Sylveste s’attendait à quelque chose dans ce goût-là de la part de Sajaki. C’est le contraire qui aurait été inquiétant. Si l’autre avait minimisé le mal qu’il s’était donné pour le débusquer, par exemple. Mais si Sajaki croyait un mot de ce qu’il disait – ce qui était peu probable –, alors il était fou. Il était venu du système de Yellowstone, peut-être même de plus loin, pour lui mettre le grappin dessus. Sylveste n’osait imaginer ce que cette traque avait dû coûter ; et encore moins combien d’années il lui avait consacrées.

— Tant mieux pour vous, répondit Sylveste avec toute la sincérité dont il était capable. Mais en tant que scientifique, vous devez respecter ma propension à déterminer les limites de votre tolérance.

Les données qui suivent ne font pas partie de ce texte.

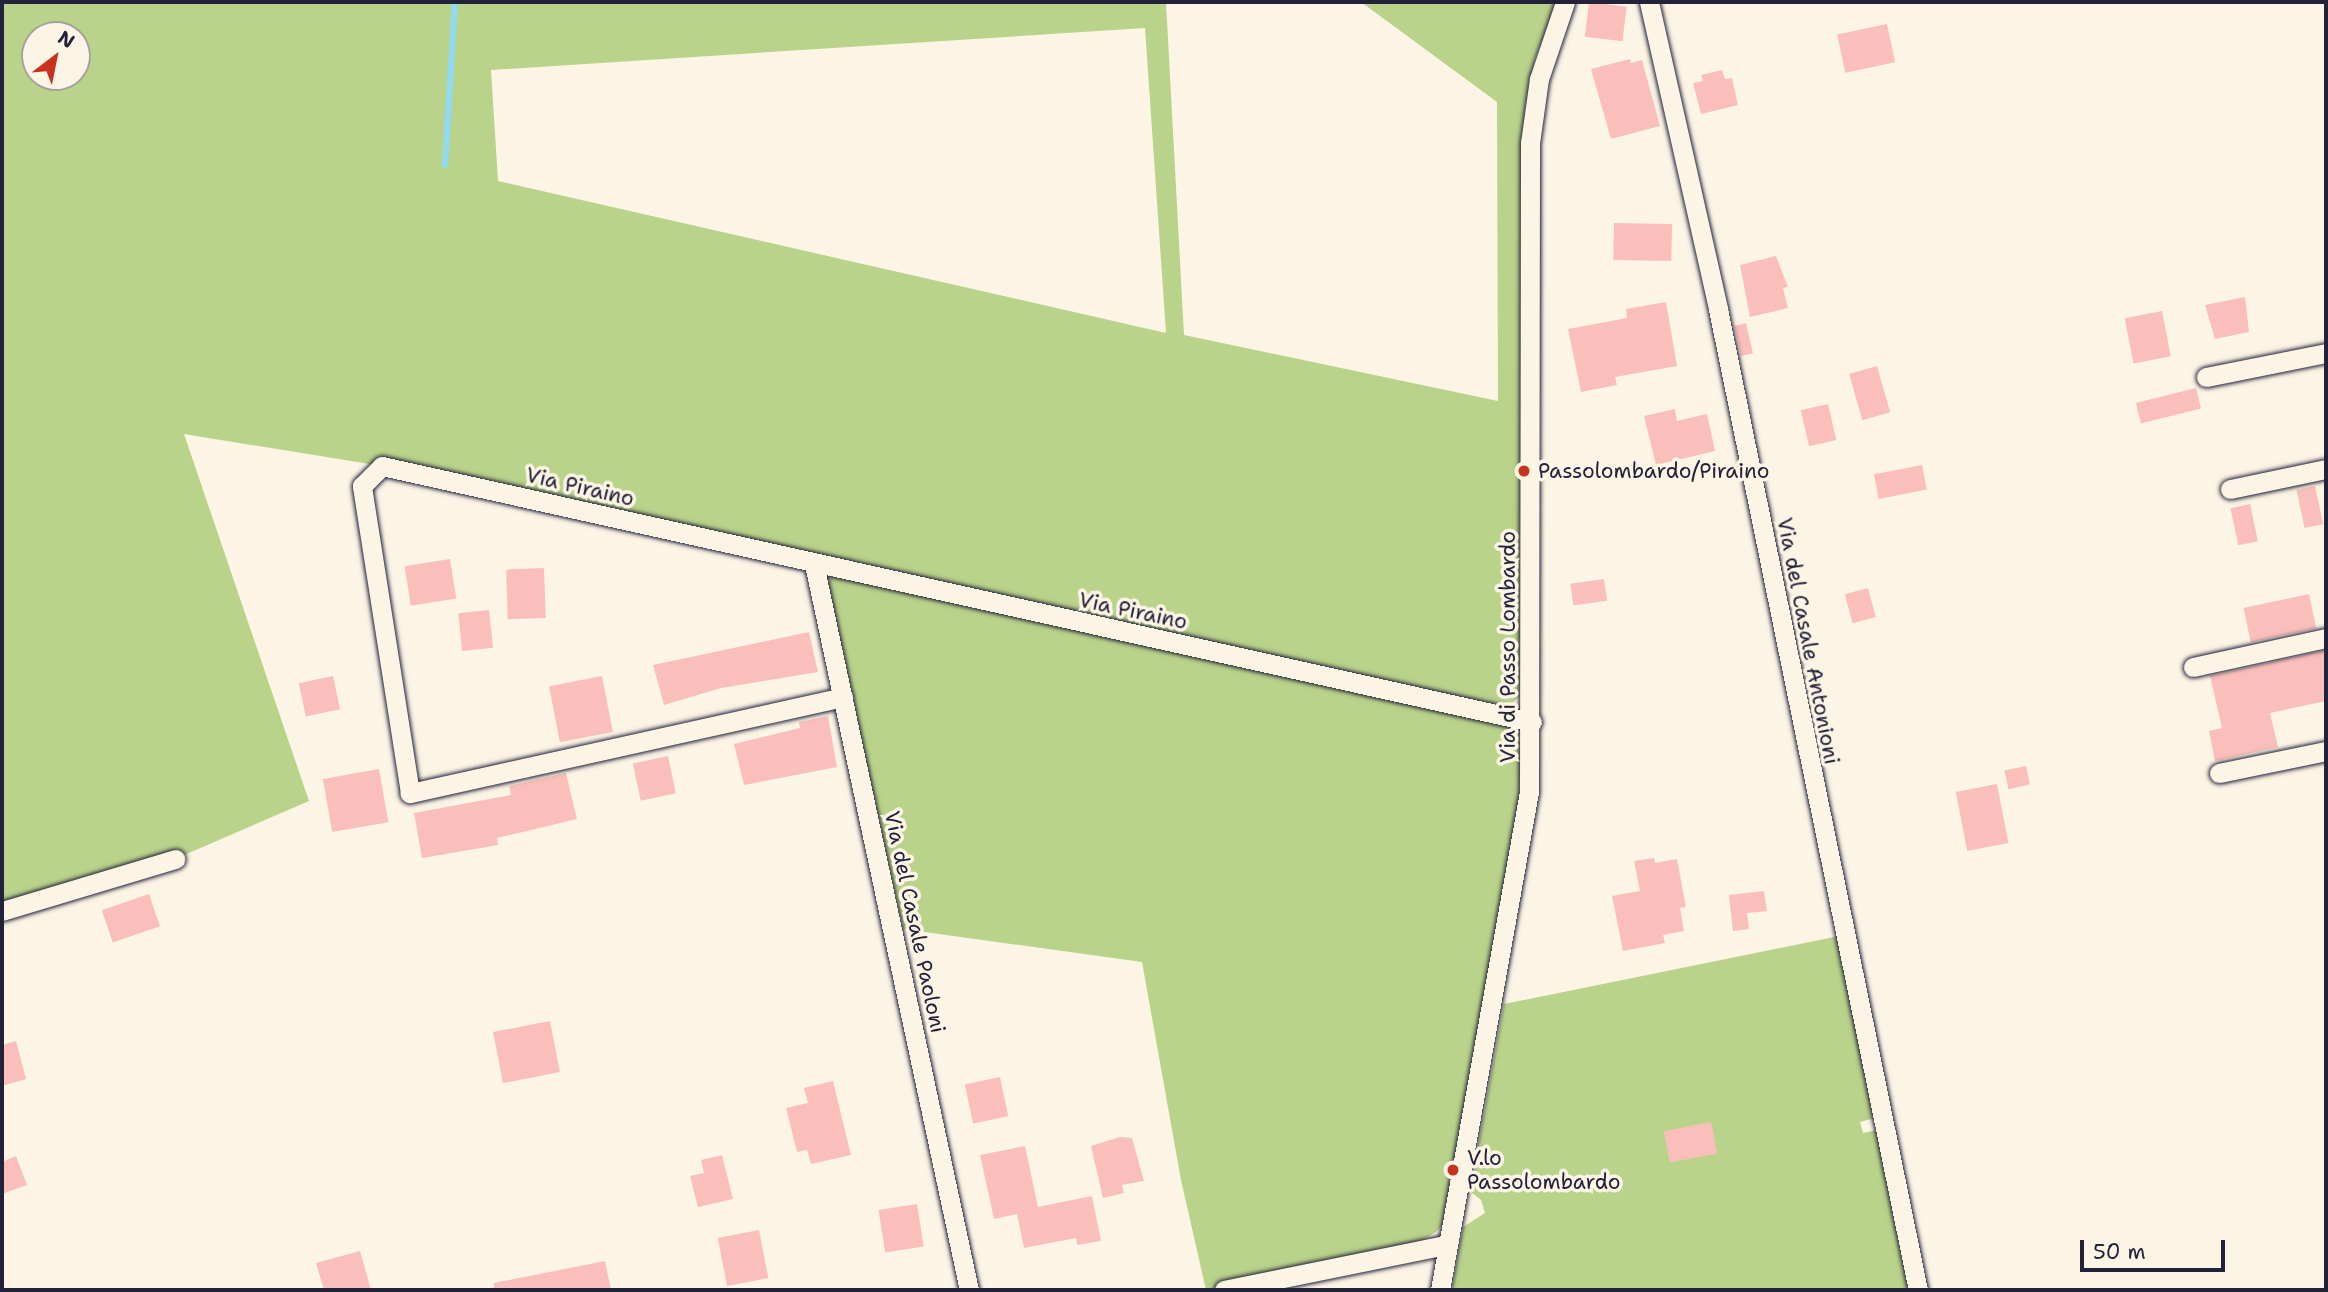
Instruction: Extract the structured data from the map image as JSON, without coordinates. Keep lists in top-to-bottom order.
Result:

Il sortit le bras de sous sa capote. Il tenait quelque chose entre deux doigts de sa main gantée. À cet instant, il s’attendait presque à ce que le scaphandre muni d’armes lui tire dessus en pensant qu’il s’agissait d’un lance-rayon, et il se dit que c’était un risque raisonnable à courir. Mais ce n’était pas une arme. Il tenait une minuscule écharde de mémoire d’état quantique.

— Vous voyez ça ? dit-il. C’est ce que vous m’avez demandé d’apporter. La simulation bêta de Calvin. Vous en avez besoin, n’est-ce pas ? Vous en avez désespérément besoin.

Sajaki le regarda sans répondre.

— Eh bien, allez vous faire foutre, fit Sylveste en écrasant la simulation entre ses doigts, la réduisant en poussière que la tempête emporta.